POET

Frederick Seidel (1936 - )

BIOGRAPHY

Rarely has a poet's first book created as much controversy as Frederick Seidel's Final Solutions. As William Jay Smith noted in Harper's, "Mr. Seidel's first collection has already caused quite a stir, largely because it was banned even before publication, a distinction that few poets achieve." The book was awarded a literary prize, but the prize was withdrawn when the poems were judged to be libelous. Seidel, according to Smith, "attempts the grotesque on a grand scale . . . and at times he succeeds. . . . [But] the failure of much of Mr. Seidel's book for me lies . . . in the lack of . . . adequate images, in a too heavy reliance on Robert Lowell's meters, and a theatricality that . . . does not ultimately ring true."

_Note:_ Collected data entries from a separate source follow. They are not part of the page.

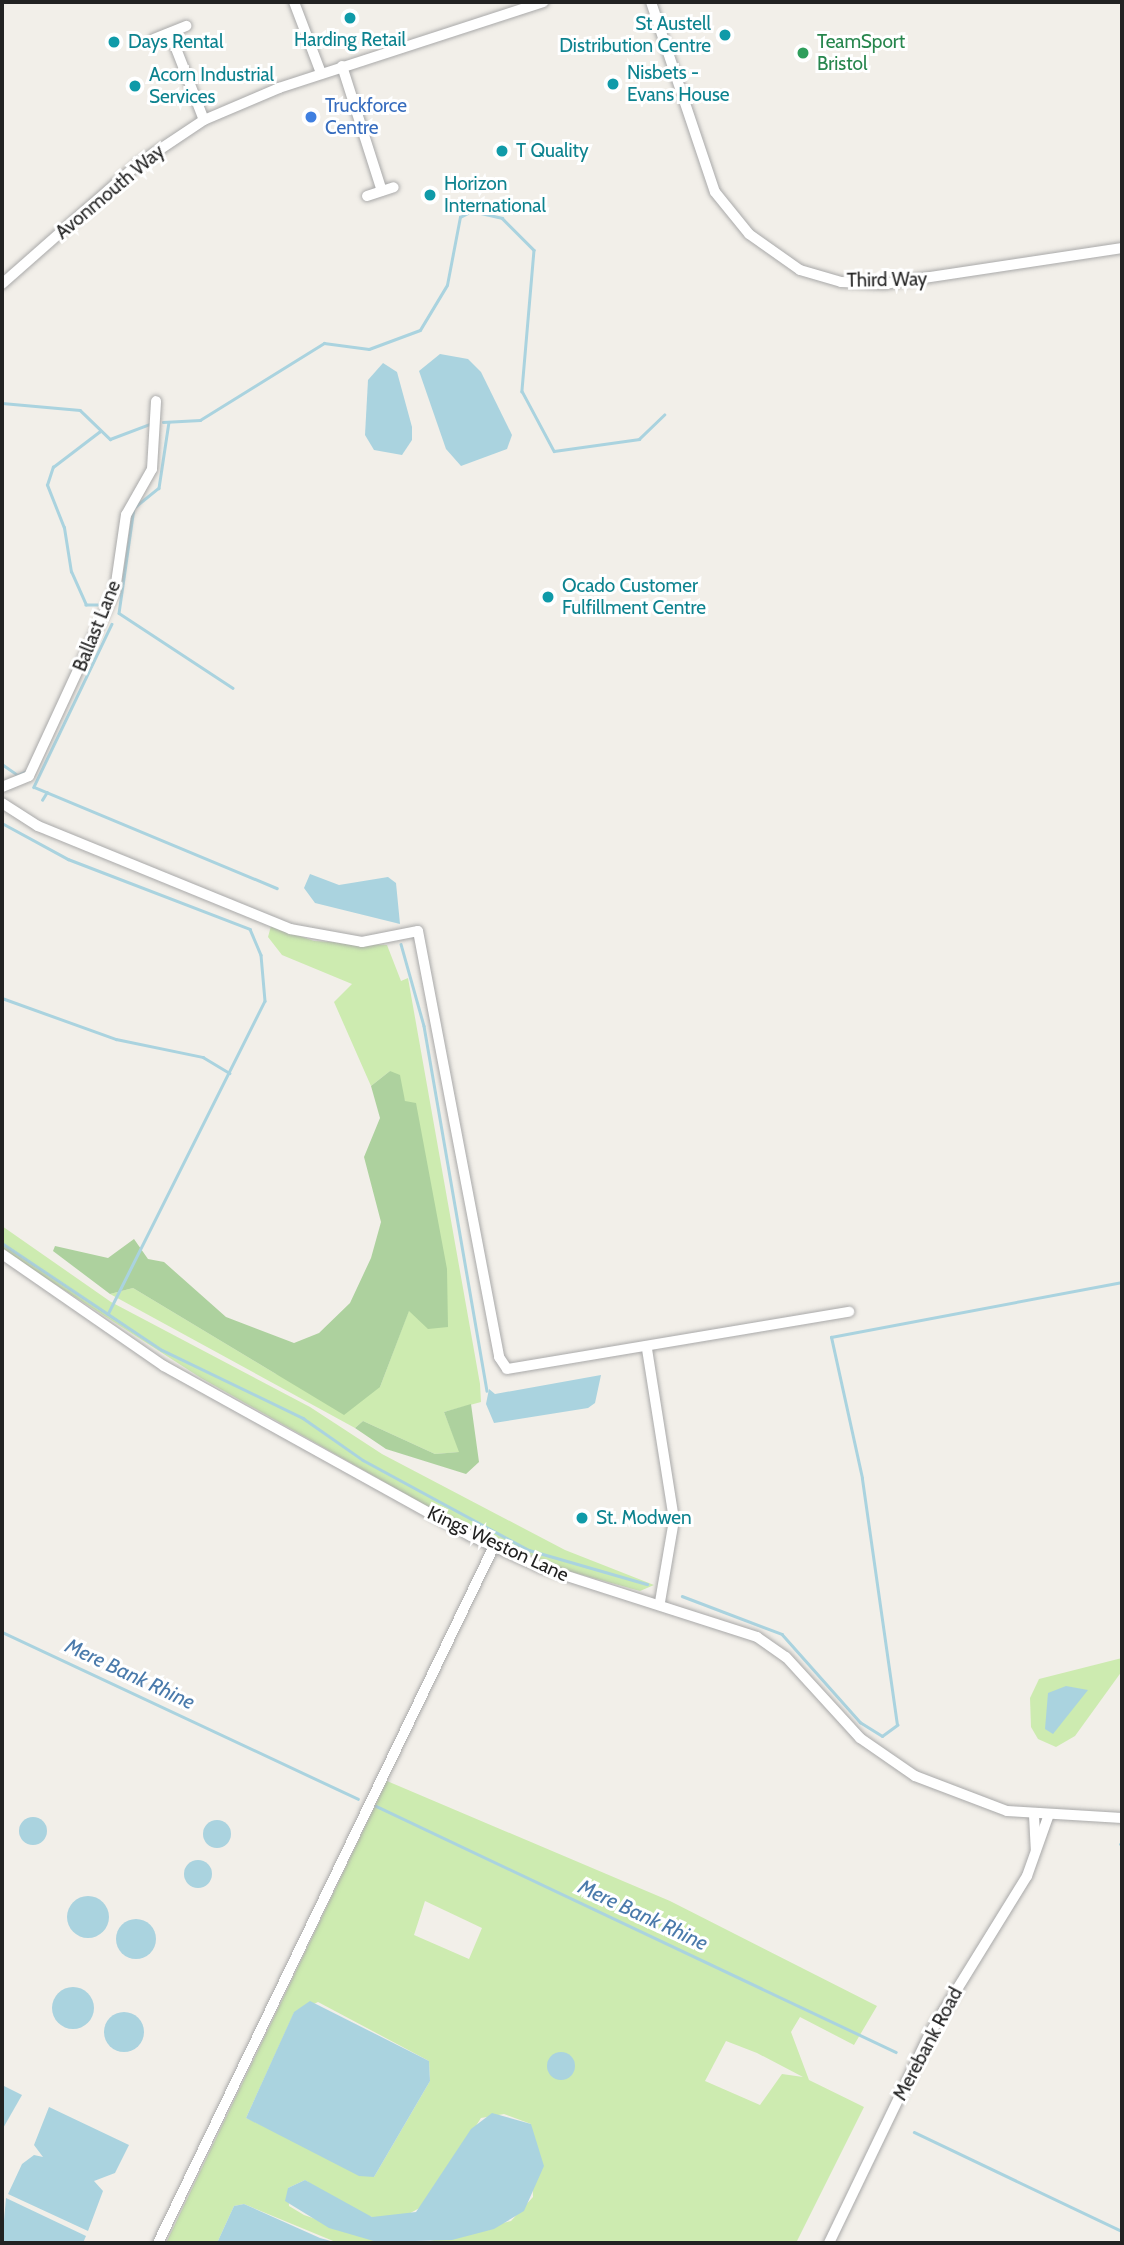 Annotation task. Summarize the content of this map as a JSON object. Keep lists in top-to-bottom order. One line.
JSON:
{"streets":{"street":["Avonmouth Way","Third Way","Ballast Lane","Kings Weston Lane","Merebank Road"]},"crossings":[["Kings Weston Lane","Merebank Road"]],"water":["Mere Bank Rhine"],"places":["Harding Retail","St Austell Distribution Centre","Days Rental","TeamSport Bristol","Nisbets - Evans House","Acorn Industrial Services","Truckforce Centre","T Quality","Horizon International","Ocado Customer Fulfillment Centre","St. Modwen"]} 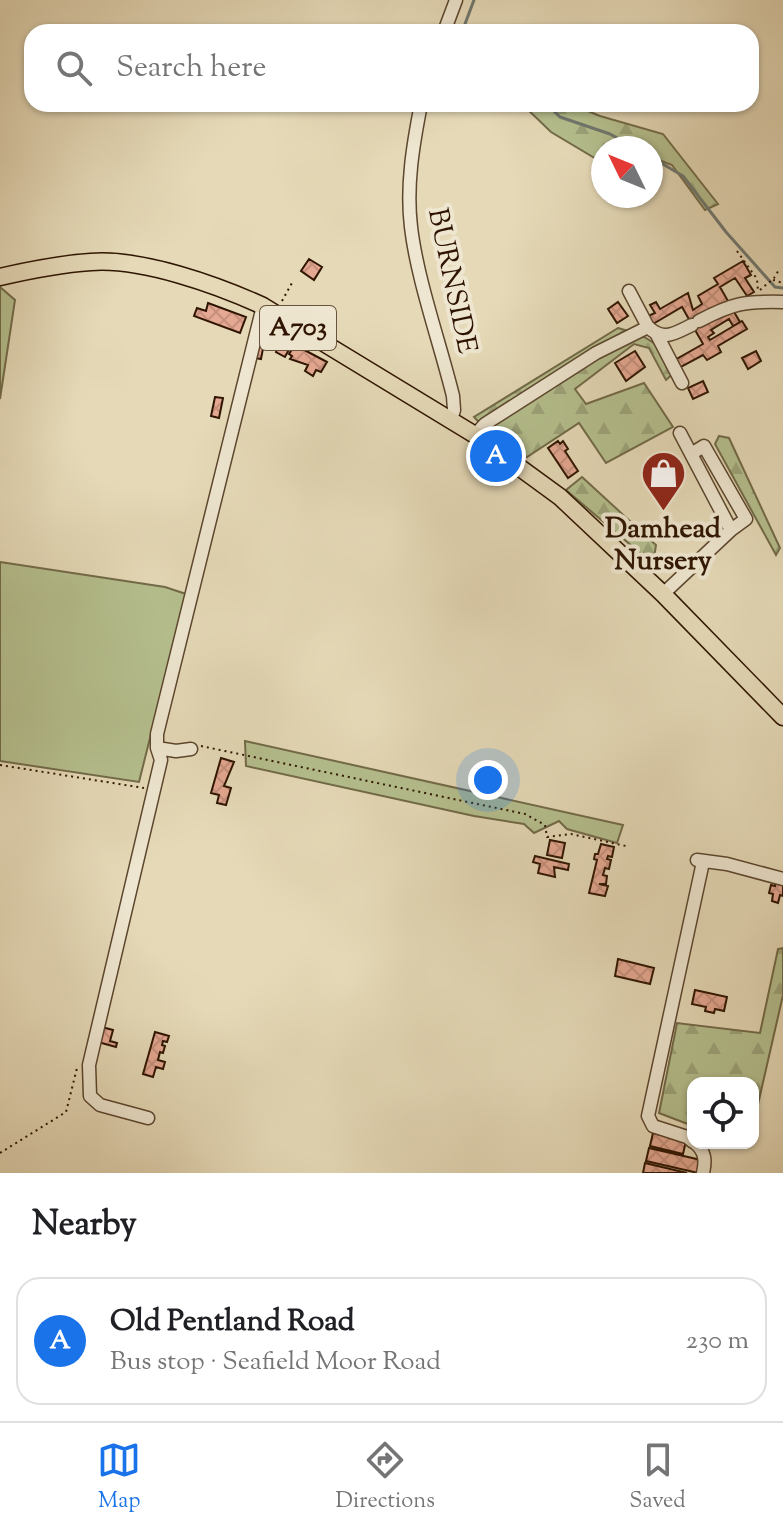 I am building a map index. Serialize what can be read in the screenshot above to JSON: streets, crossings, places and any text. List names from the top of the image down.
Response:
{
  "streets": {
    "main road": ["A703"],
    "street": ["BURNSIDE"]
  },
  "crossings": [
    ["BURNSIDE", "A703"]
  ],
  "places": {
    "shop": ["Damhead Nursery"]
  },
  "north": "top left",
  "page": {
    "search": "Search here",
    "pins": "A",
    "heading": "Nearby",
    "list": [
      {
        "mark": "A",
        "name": "Old Pentland Road",
        "note": "Bus stop · Seafield Moor Road",
        "value": "230 m"
      }
    ],
    "nav": ["Map", "Directions", "Saved"]
  }
}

Several reviewers have commented on the similarity of Seidel's poetry to Robert Lowell's, especially in regards to style and meter. "In Frederick Seidel's case," James Dickey wrote in the New York Times Book Review, "his relationship to the poetry of Robert Lowell amounts not so much to influence as to slavery. The diction is the same as Lowell's, as are the historical references, and the inflated, hortatory style." In a review of Final Solutions, Dickey concluded: "Imitation and shock tactics are no substitute for personal creativity. . . . Mr. Seidel's talents are by no means imposing." In a review of the same collection for Book World, Charles Berger found that "Seidel seems to have been testing the premises and the ordinary language of poetry. . . . The result is an extremely savvy book of poems, reminiscent of Lowell as social prophet, but without the latter's deep moral affiliations." And Denis Donoghue, reviewing Sunrise for the New York Review of Books, believed Seidel is "loyal to his first book, as well he may be. Even then he had a gift of style, though in some poems it seemed mostly a gift of Robert Lowell's style. . . . A remarkably gifted and serious poet, [Seidel] gives me the impression, in some poems, of having lost or given up his confidence in the official forms seriousness has been supposed to take. . . . Despite that, Sunrise is an even stronger book than Final Solutions. Seidel's voice is now securely his own. . . . 'The Soul Mate' is the most beautiful poem in the book, a love poem as touching as anything I have read in years."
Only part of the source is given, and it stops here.